Transcribe each entry exactly, without pictures.

----------------------------------------

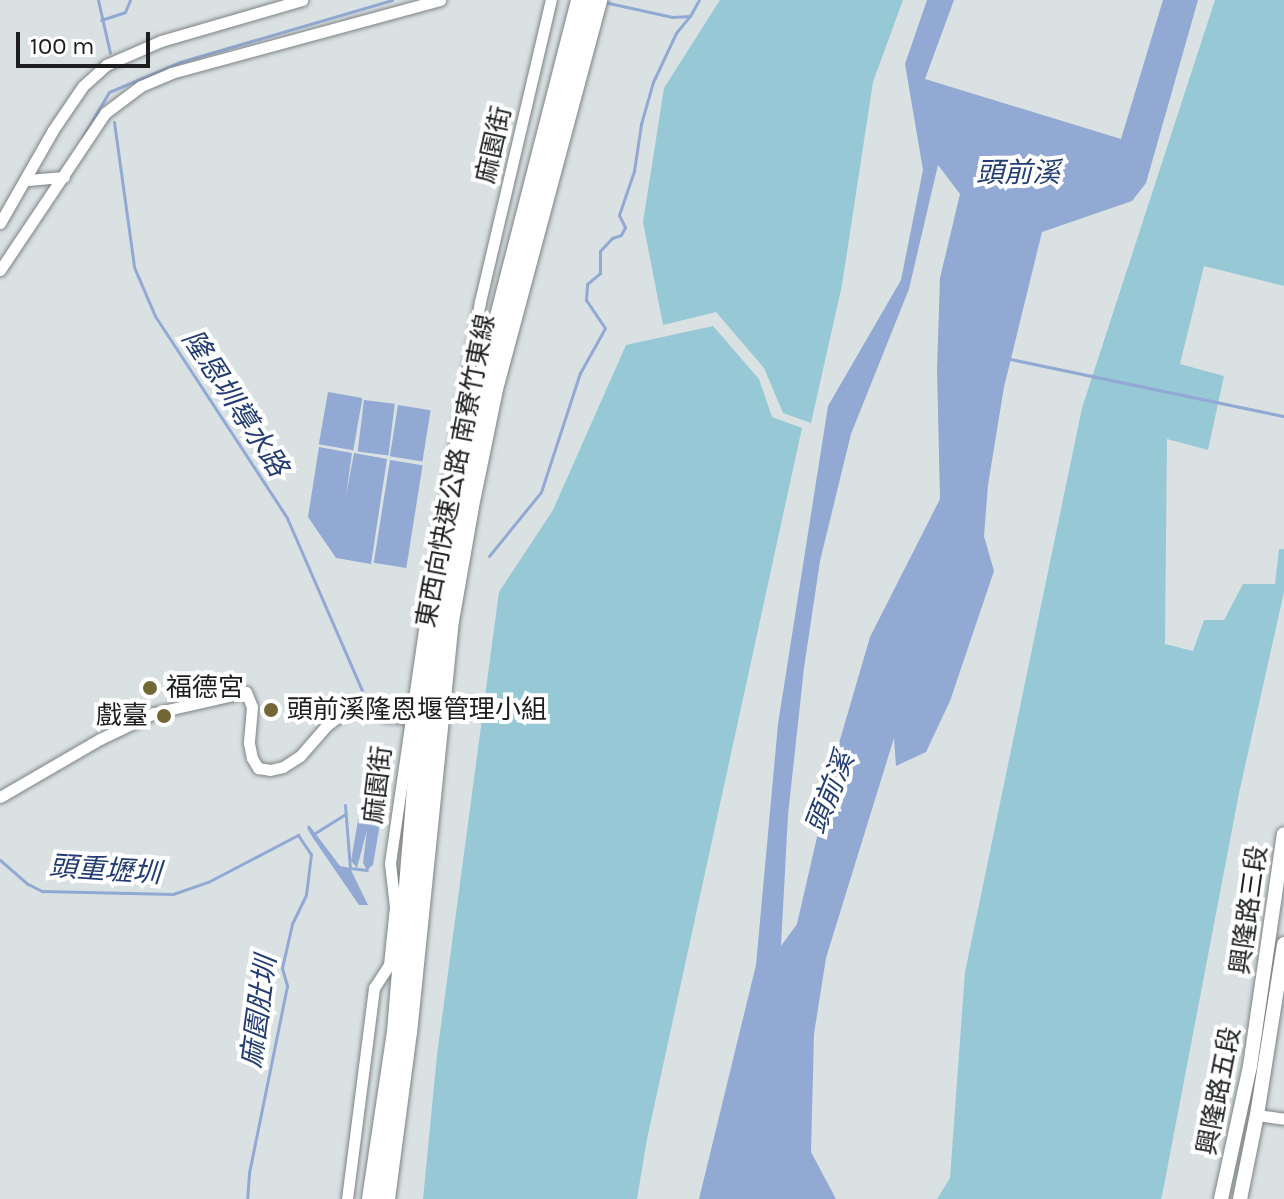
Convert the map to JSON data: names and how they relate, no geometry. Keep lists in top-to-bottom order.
{
  "streets": {
    "highway": ["東西向快速公路 南寮竹東線"],
    "street": ["麻園街", "興隆路三段", "興隆路五段"]
  },
  "crossings": [
    ["興隆路三段", "興隆路五段"]
  ],
  "water": [
    "頭前溪",
    "隆恩圳導水路",
    "頭重壢圳",
    "麻園肚圳"
  ],
  "places": ["福德宮", "頭前溪隆恩堰管理小組", "戲臺"],
  "scale_bar": "100 m"
}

----------------------------------------

#### [Response to the exercise]
Convert the map to JSON data: names and how they relate, no geometry. Keep lists in top-to-bottom order.
{
  "streets": {
    "highway": ["東西向快速公路 南寮竹東線"],
    "street": ["麻園街", "興隆路三段", "興隆路五段"]
  },
  "crossings": [
    ["興隆路三段", "興隆路五段"]
  ],
  "water": [
    "頭前溪",
    "隆恩圳導水路",
    "頭重壢圳",
    "麻園肚圳"
  ],
  "places": ["福德宮", "頭前溪隆恩堰管理小組", "戲臺"],
  "scale_bar": "100 m"
}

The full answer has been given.